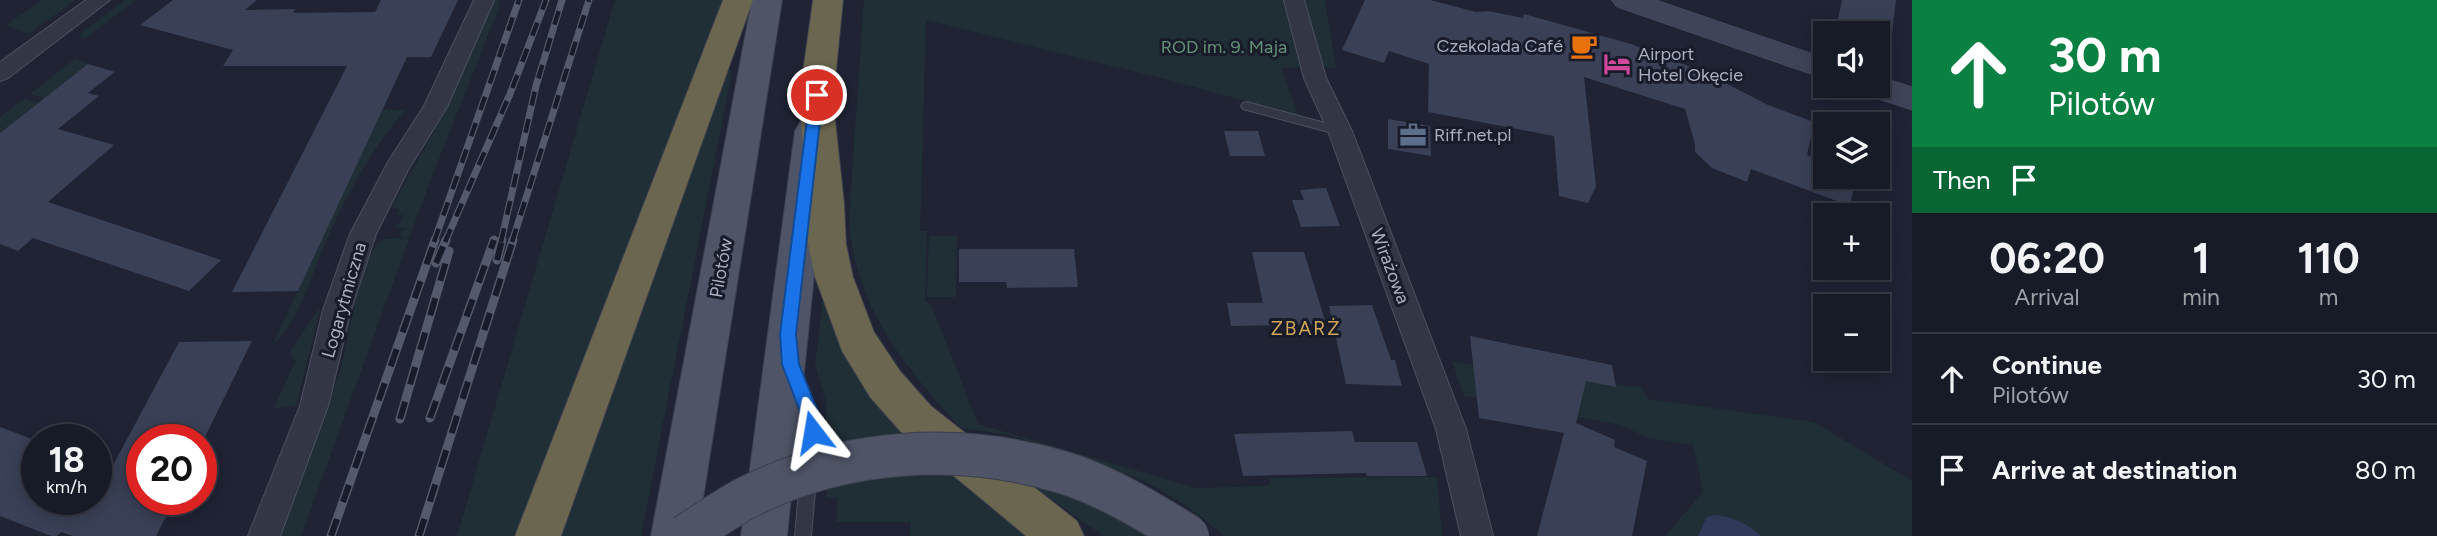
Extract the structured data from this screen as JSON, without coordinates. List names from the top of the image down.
{
  "streets": {
    "main road": ["Pilotów"],
    "street": ["Wirażowa", "Logarytmiczna"]
  },
  "districts": ["ZBARŻ"],
  "parks": ["ROD im. 9. Maja"],
  "places": {
    "cafe": ["Czekolada Café"],
    "hotel": ["Airport Hotel Okęcie"],
    "office": ["Riff.net.pl"]
  },
  "page": {
    "turn": ["30 m", "Pilotów"],
    "map_buttons": ["+", "−"],
    "then": "Then",
    "eta": [
      "06:20",
      "Arrival",
      "1",
      "min",
      "110",
      "m"
    ],
    "list": [
      {
        "name": "Continue",
        "note": "Pilotów",
        "value": "30 m"
      },
      {
        "name": "Arrive at destination",
        "value": "80 m"
      }
    ],
    "speed": "18 km/h",
    "limit": "20"
  }
}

:::::

§ EXERCISE PROMPT:
From the listing above, copy out each line where the word "Pilotów" appears.

§ RESPONSE FOR THIS EXERCISE:
    "main road": ["Pilotów"],
    "turn": ["30 m", "Pilotów"],
        "note": "Pilotów",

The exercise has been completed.